*INPUT:*
* * *
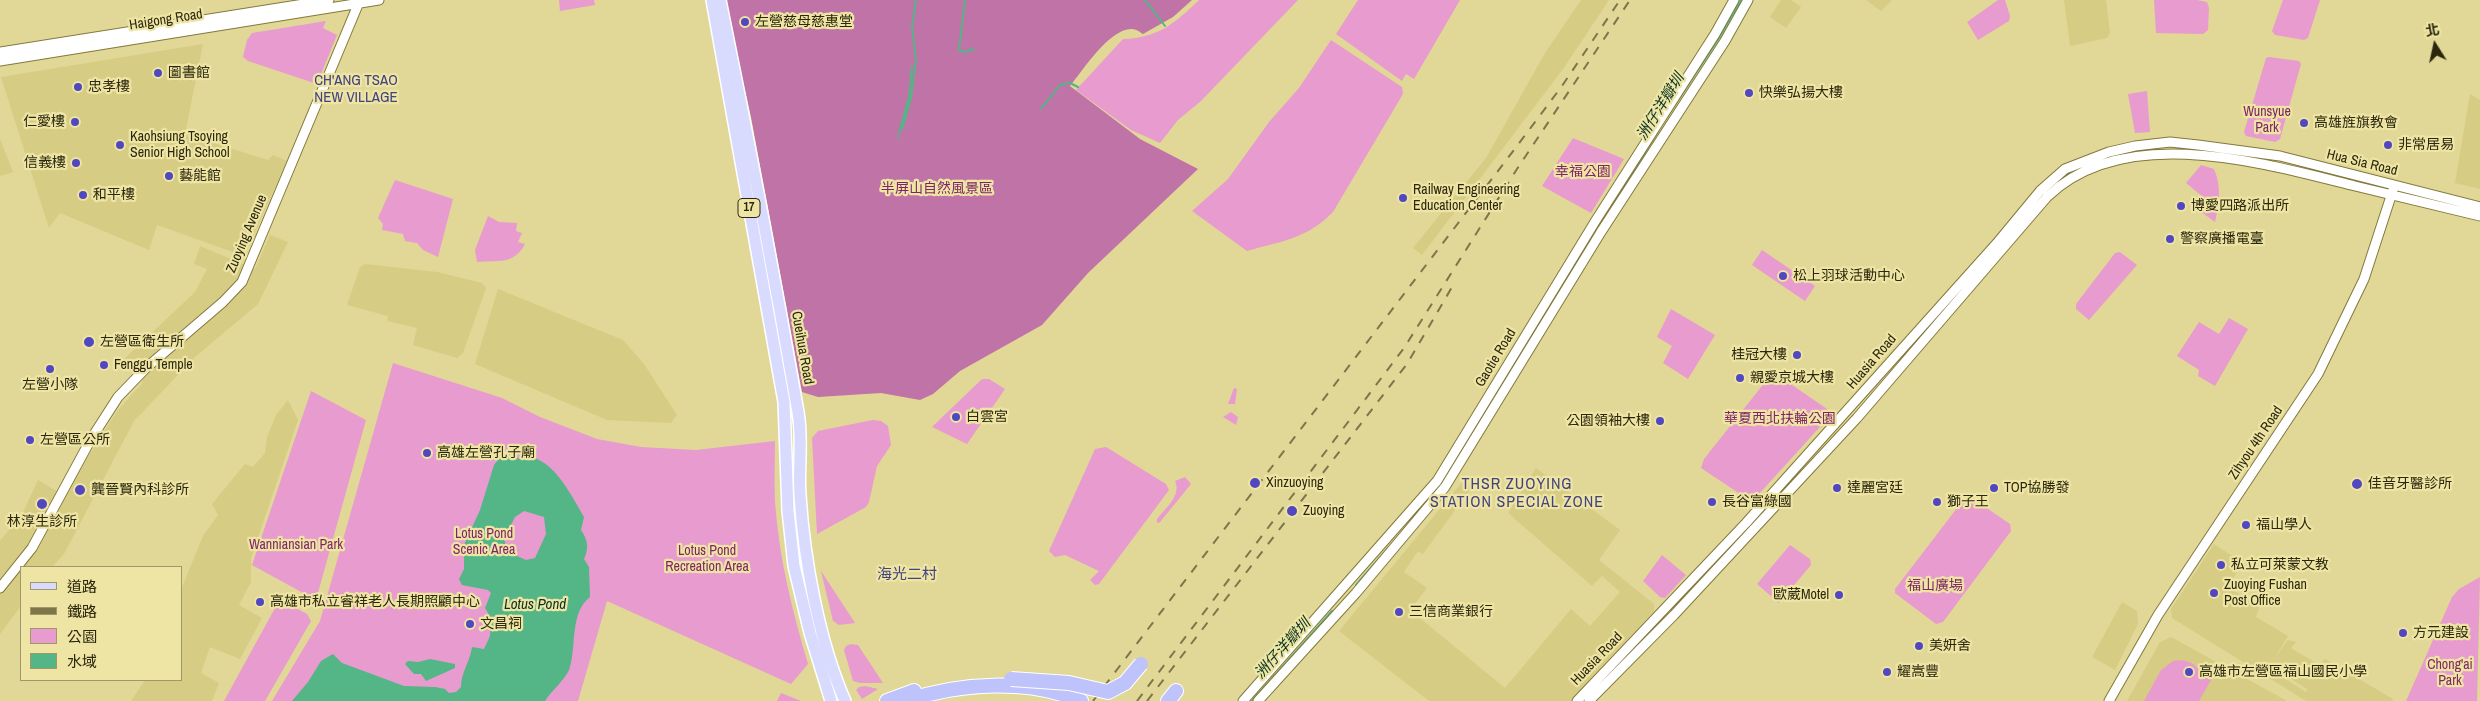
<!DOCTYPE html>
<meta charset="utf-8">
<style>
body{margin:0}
#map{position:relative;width:2480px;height:701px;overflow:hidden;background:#e1d797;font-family:"Archivo Narrow","Noto Sans TC",sans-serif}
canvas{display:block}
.legend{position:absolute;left:20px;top:566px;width:162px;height:115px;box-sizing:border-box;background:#eee4a4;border:1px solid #a09868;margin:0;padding:6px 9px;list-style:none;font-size:15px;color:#2b270d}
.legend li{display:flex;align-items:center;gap:10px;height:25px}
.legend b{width:25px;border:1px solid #a09868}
.north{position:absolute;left:2410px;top:20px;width:50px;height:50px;-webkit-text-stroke:4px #eee4a4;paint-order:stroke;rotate:350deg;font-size:14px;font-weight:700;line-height:20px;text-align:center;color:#2b270d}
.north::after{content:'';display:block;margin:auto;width:18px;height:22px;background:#2b270d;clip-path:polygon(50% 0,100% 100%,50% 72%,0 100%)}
</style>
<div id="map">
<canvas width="2480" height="701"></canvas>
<ul class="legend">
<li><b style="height:6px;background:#d8dbfd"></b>道路</li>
<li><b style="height:6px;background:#7d764b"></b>鐵路</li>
<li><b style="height:14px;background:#e89bce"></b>公園</li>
<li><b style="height:14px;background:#54b587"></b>水域</li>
</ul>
<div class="north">北</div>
</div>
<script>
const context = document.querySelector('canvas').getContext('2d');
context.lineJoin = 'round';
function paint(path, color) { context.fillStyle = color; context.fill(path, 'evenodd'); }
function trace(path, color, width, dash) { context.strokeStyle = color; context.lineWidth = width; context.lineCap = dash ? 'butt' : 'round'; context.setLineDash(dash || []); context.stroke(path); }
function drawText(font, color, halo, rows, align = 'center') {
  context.font = font + ' "Archivo Narrow","Noto Sans TC",sans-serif'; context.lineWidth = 4.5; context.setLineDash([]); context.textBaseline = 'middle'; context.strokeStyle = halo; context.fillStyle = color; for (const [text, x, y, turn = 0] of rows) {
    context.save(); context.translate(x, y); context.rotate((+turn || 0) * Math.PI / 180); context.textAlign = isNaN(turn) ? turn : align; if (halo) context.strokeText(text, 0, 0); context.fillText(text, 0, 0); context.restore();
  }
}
paint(new Path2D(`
 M1581,0H1609L1563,69L1422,255L1413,248L1486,158L1545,53Z
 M1781,0H1791L1801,7L1786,28L1770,17Z
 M1866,0H1892L1881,11Z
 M2064,0H2106L2110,33L2107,38L2070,46Z
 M203,44L185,134L268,160L273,155L287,161L244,256L157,225L149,250L60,213L49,228L1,77Z
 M2470,94L2480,100V189L2455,183Z
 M0,139L13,172L0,176Z
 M270,235L288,242L258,304L195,357L134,421L64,554L52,567H21V606L0,634V541L23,512L38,480L63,495L118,410L143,382L124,359L195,292L207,269L194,264L200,246L255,269Z
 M365,264L437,272L482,283L486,288L463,353L457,358L413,345L417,328L387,321L388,316L347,305L360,267Z
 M498,289L623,340L644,364L677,415L671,423L607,420L475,364Z
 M288,400L298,420L251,558V582L239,605L262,618L240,659L210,647L201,673L219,683L212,701H131L145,680H181V590L203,536L218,515L212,504L245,464L253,467L265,453L267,437L276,415Z
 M1536,468L1620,530L1599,560L1654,604V611L1592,677L1606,689L1595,701H1429L1339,631L1463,481L1472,487L1423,554L1418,551L1404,572L1427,588L1410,610L1505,688L1571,609L1590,626L1620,592L1602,576L1592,586L1508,513Z
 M2214,544L2243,563L2228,586L2259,608L2256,617L2288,636L2273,661L2288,640L2296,642L2291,648L2319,665L2325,659L2393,699L2392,701H2306L2172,618L2171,609ZM2269,665L2307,689L2306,692L2268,668Z
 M2122,602L2137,611L2138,624L2115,670L2092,657Z
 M2171,637L2287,701H2127L2160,642Z`), '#d7cc84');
paint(new Path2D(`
 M559,0H594L595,5L560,11Z
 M1199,0H1298L1201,101L1178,120L1160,143L1131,130L1076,90L1123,39C1158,38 1174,24 1199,0Z
 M1358,0H1460L1414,79L1406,74L1402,81L1336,34Z
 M1998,0H2005L2010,16L2009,21L1978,40L1967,22Z
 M2154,0H2197L2207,2L2209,8L2208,30L2203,34L2156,33Z
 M2283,0H2320L2308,38L2304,40L2275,35L2272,31Z
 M326,21L323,28L337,35L317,84L248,61L243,57L247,40L252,33Z
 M1331,40L1402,87L1403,94L1333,212C1307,239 1281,241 1247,251L1192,211L1228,179L1269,122L1299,88Z
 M2269,57L2299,61L2301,64L2280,139L2275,142L2246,136L2244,132L2266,58Z
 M2147,91L2150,132L2135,133L2128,94Z
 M1573,138L1624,159L1591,213L1542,186Z
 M2201,165L2214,169C2222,187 2219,204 2215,222L2196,208L2203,197L2186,183Z
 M395,180L453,199L438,257L423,250L417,243L405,241L403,234L382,230L383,224L378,218Z
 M488,216L499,222L517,223L516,231L522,233L518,242L525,244C514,265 498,260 477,262L475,250Z
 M1762,250L1815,286L1805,301L1752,265Z
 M2120,252L2137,265L2089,320L2076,309V304L2115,253Z
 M1671,309L1715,335L1688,379L1663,363L1672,346L1657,337Z
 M2229,318L2248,329L2215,386L2198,376L2199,370L2177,356L2199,322L2219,334Z
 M393,363L502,398L540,417L597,439L641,447L696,450L775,441C775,461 774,482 775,502C779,558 792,610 808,664L791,684L607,601L578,701H272L320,621Z
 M1769,377L1782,378L1827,409L1829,417L1759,494L1746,498L1701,468L1704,459Z
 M982,379H989L1005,389L967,444L932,427Z
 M1234,388L1237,389L1235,404H1228Z
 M311,391L366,420L316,600L252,565Z
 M1231,412L1238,417L1236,425L1223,417Z
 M873,420L881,421L888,426L891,445L877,466L869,502L866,507L817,534L812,438L818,431Z
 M1106,447L1166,484L1169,490L1099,584L1095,585L1090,580L1099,571L1065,555L1055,557L1049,551L1095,449Z
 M792,453H794V520Z
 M1185,477L1191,484L1160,522L1157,523V519C1165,509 1182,495 1175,481Z
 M1972,498L2010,524L2011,531L1943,622L1936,624L1895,593V589L1964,499Z
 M1790,545L1810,559L1811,565L1779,603L1757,584Z
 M1662,555L1686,575L1665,598L1660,597L1643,581Z
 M821,571L855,623L839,625L833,621Z
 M2480,577L2477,701H2406L2452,597L2459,589Z
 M280,599L307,614L311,621L265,701H224Z
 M851,644L858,645L883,683H860L853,681L844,650L846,646Z
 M2173,661C2189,658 2200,666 2204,680L2209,672L2214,675L2199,701H2144L2161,670Z
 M865,686L878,689L862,699L856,690L859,687Z
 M781,693L801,701H777Z`), '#e89bce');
paint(new Path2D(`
 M724,0H1192L1173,17L1143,34C1140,32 1136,29 1132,29C1110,28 1083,70 1070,86L1140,139L1198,169L1088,273L1042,325L960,371L933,394L920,400L881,393L818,397L802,392L751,117Z`), '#bf73a6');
paint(new Path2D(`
 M510,455C519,462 528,456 537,459C558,468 573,498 584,517L581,530C588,540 589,548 584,559L589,567L590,597C569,613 577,648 569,670C564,681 551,691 545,701H292L308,682L321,661L333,654L342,663L404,686L435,687L445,689L449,693L456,692L461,687C461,672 470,662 472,647L484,649L490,636L491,618L485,608L491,593L488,590L462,585L459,579L464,569V545L480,510L494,465L500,457ZM524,511L544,517L546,534L535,558L526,560L508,552L504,539L515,517Z
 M430,659L455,664V668L426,681L421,674H414L405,664L408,661L418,662Z`), '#54b587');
trace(new Path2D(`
 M965,0L959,50L964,52L974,49
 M1145,0L1165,26
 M1041,109L1060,85L1070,83L1078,87
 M1665,120L1719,38L1741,0
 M902,129L911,98L916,60L912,27L916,0
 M899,133L909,97L912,67
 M898,138V136
 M1602,223L1658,131
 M1356,585L1389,547
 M1252,701L1332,611`), '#54b587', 2);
const minor = new Path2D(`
 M0,52L329,0
 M0,61L379,0
 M0,588L32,548L91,439L118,397L146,368L223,302L242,282L360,0
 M1243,701L1437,481L1596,220L1715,34L1734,0
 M1258,701L1356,593L1445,487L1601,232L1725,41L1748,0
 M1577,701L1746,523L1997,243L2040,191L2065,169L2109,152L2135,146L2170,142L2198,145L2280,156L2480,207
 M1589,701L1674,615L1857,418L2047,197C2124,122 2263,163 2355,186C2396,196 2438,206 2480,216
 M2109,701L2158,615L2318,374L2364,279L2393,190`);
const major = new Path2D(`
 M712,0L784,402L788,511L794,566L810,633L831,701
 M720,0C748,137 774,274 798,412C803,439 798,468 800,495C804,559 819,642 845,701`);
const highway = new Path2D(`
 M887,701L914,691
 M905,701C959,683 1028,678 1081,701
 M1168,701L1176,691`);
trace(minor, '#82793b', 11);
trace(major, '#fff', 14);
trace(highway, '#fff', 16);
trace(minor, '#fff', 9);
trace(major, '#d8dbfd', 11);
trace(highway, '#bec3fb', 14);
trace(new Path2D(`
 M1093,701L1517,146L1562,86L1620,0
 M1137,701L1404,348L1517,169L1630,0
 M1147,701L1407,364L1455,282`), '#7d764b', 2, [9, 9]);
const highwayBridge = new Path2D(`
 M1011,679L1069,683L1108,692L1125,683L1141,664`);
trace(highwayBridge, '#fff', 16, []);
trace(highwayBridge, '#bec3fb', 14);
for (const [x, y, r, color] of [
 [745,22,5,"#5148bf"],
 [158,73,5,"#5148bf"],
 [78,87,5,"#5148bf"],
 [1749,93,5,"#5148bf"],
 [75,122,5,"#5148bf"],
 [2304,123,5,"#5148bf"],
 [120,145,5,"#5148bf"],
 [2388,145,5,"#5148bf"],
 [76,163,5,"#5148bf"],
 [169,176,5,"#5148bf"],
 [83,195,5,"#5148bf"],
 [1403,198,5,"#5148bf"],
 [2181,206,5,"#5148bf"],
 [2170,239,5,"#5148bf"],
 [1783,276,5,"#5148bf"],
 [89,342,6,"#5148bf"],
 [1797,355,5,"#5148bf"],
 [104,365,5,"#5148bf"],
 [50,369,5,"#5148bf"],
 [1740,378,5,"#5148bf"],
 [956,417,5,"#5148bf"],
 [1660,421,5,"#5148bf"],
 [30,440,5,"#5148bf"],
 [427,453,5,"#5148bf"],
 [1255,483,6,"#5148bf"],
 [2357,484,6,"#5148bf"],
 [1837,488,5,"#5148bf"],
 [1994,488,5,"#5148bf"],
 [80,490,6,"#5148bf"],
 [1712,502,5,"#5148bf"],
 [1937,502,5,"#5148bf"],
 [42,504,6,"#5148bf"],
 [1292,511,6,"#5148bf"],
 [2246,525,5,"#5148bf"],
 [2221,565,5,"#5148bf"],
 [2214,593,5,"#5148bf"],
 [1839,595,5,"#5148bf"],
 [260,602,5,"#5148bf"],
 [1399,612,5,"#5148bf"],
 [470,624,5,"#5148bf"],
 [2403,633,5,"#5148bf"],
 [1919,646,5,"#5148bf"],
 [1887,672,5,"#5148bf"],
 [2189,672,5,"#5148bf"]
]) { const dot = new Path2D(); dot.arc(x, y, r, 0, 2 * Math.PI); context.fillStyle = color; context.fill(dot); trace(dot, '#eee4a4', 2); }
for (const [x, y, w] of [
 [749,208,22]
]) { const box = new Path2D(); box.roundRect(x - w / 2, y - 9.5, w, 19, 4); context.fillStyle = '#eee4a4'; context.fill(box); trace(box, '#2b270d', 1); }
drawText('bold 12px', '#2b270d', null, [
 ["17",749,208]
]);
drawText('14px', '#2b270d', '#eee4a4', [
 ["Haigong Road",166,20,-9],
 ["Hua Sia Road",2362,163,14],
 ["Zuoying Avenue",247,234,-67],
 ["Cueihua Road",802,348,80],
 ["Gaotie Road",1496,358,-59],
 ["Huasia Road",1872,362,-49],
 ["Zihyou 4th Road",2256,443,-56],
 ["Huasia Road",1597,659,-46]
]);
drawText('14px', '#2b270d', '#eee4a4', [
 ["左營慈母慈惠堂",755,22],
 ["圖書館",168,73],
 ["忠孝樓",88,87],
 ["快樂弘揚大樓",1759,93],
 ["仁愛樓",65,122,"right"],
 ["高雄旌旗教會",2314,123],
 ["Kaohsiung Tsoying",130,137],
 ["Senior High School",130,153],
 ["非常居易",2398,145],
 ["信義樓",66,163,"right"],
 ["藝能館",179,176],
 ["Railway Engineering",1413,190],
 ["Education Center",1413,206],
 ["和平樓",93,195],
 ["博愛四路派出所",2191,206],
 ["警察廣播電臺",2180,239],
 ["松上羽球活動中心",1793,276],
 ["左營區衛生所",100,342],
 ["桂冠大樓",1787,355,"right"],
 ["Fenggu Temple",114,365],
 ["親愛京城大樓",1750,378],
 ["左營小隊",50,385,"center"],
 ["白雲宮",966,417],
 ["公園領袖大樓",1650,421,"right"],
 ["左營區公所",40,440],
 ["高雄左營孔子廟",437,453],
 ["Xinzuoying",1266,483],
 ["佳音牙醫診所",2368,484],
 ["達麗宮廷",1847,488],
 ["TOP協勝發",2004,488],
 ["龔晉賢內科診所",91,490],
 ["長谷富綠國",1722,502],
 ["獅子王",1947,502],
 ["Zuoying",1303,511],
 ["林淳生診所",42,522,"center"],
 ["福山學人",2256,525],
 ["私立可萊蒙文教",2231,565],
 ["Zuoying Fushan",2224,585],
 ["Post Office",2224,601],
 ["歐葳Motel",1829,595,"right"],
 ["高雄市私立睿祥老人長期照顧中心",270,602],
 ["三信商業銀行",1409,612],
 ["文昌祠",480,624],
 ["方元建設",2413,633],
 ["美妍舍",1929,646],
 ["耀嵩豐",1897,672],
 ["高雄市左營區福山國民小學",2199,672]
], 'left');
drawText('14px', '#7f2467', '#eee4a4', [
 ["Wunsyue",2267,112],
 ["Park",2267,128],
 ["幸福公園",1583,172],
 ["半屏山自然風景區",937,189],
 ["華夏西北扶輪公園",1780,419],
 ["Lotus Pond",484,534],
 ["Scenic Area",484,550],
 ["Wanniansian Park",296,545],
 ["Lotus Pond",707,551],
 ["Recreation Area",707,567],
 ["福山廣場",1935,586],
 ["Chong'ai",2450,665],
 ["Park",2450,681]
]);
drawText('15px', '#42437f', '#eee4a4', [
 ["CH'ANG TSAO",356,81],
 ["NEW VILLAGE",356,98],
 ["海光二村",907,575]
]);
drawText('italic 15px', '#063220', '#eee4a4', [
 ["洲仔洋瓣圳",1661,107,-58],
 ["Lotus Pond",535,605],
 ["洲仔洋瓣圳",1283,649,-48]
]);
context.letterSpacing = '1px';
drawText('16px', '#42437f', '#eee4a4', [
 ["THSR ZUOYING",1517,485],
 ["STATION SPECIAL ZONE",1517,503]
]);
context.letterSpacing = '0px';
</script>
* * *
*YOUR GOAL:*
Leave out every line above except those from the line with "M792,453H794V520Z" up to and including the line with "2355,186C2396,196 2438,206 2480,216", and copy those exactly.

*SOLUTION FOR THIS EXERCISE:*
 M792,453H794V520Z
 M1185,477L1191,484L1160,522L1157,523V519C1165,509 1182,495 1175,481Z
 M1972,498L2010,524L2011,531L1943,622L1936,624L1895,593V589L1964,499Z
 M1790,545L1810,559L1811,565L1779,603L1757,584Z
 M1662,555L1686,575L1665,598L1660,597L1643,581Z
 M821,571L855,623L839,625L833,621Z
 M2480,577L2477,701H2406L2452,597L2459,589Z
 M280,599L307,614L311,621L265,701H224Z
 M851,644L858,645L883,683H860L853,681L844,650L846,646Z
 M2173,661C2189,658 2200,666 2204,680L2209,672L2214,675L2199,701H2144L2161,670Z
 M865,686L878,689L862,699L856,690L859,687Z
 M781,693L801,701H777Z`), '#e89bce');
paint(new Path2D(`
 M724,0H1192L1173,17L1143,34C1140,32 1136,29 1132,29C1110,28 1083,70 1070,86L1140,139L1198,169L1088,273L1042,325L960,371L933,394L920,400L881,393L818,397L802,392L751,117Z`), '#bf73a6');
paint(new Path2D(`
 M510,455C519,462 528,456 537,459C558,468 573,498 584,517L581,530C588,540 589,548 584,559L589,567L590,597C569,613 577,648 569,670C564,681 551,691 545,701H292L308,682L321,661L333,654L342,663L404,686L435,687L445,689L449,693L456,692L461,687C461,672 470,662 472,647L484,649L490,636L491,618L485,608L491,593L488,590L462,585L459,579L464,569V545L480,510L494,465L500,457ZM524,511L544,517L546,534L535,558L526,560L508,552L504,539L515,517Z
 M430,659L455,664V668L426,681L421,674H414L405,664L408,661L418,662Z`), '#54b587');
trace(new Path2D(`
 M965,0L959,50L964,52L974,49
 M1145,0L1165,26
 M1041,109L1060,85L1070,83L1078,87
 M1665,120L1719,38L1741,0
 M902,129L911,98L916,60L912,27L916,0
 M899,133L909,97L912,67
 M898,138V136
 M1602,223L1658,131
 M1356,585L1389,547
 M1252,701L1332,611`), '#54b587', 2);
const minor = new Path2D(`
 M0,52L329,0
 M0,61L379,0
 M0,588L32,548L91,439L118,397L146,368L223,302L242,282L360,0
 M1243,701L1437,481L1596,220L1715,34L1734,0
 M1258,701L1356,593L1445,487L1601,232L1725,41L1748,0
 M1577,701L1746,523L1997,243L2040,191L2065,169L2109,152L2135,146L2170,142L2198,145L2280,156L2480,207
 M1589,701L1674,615L1857,418L2047,197C2124,122 2263,163 2355,186C2396,196 2438,206 2480,216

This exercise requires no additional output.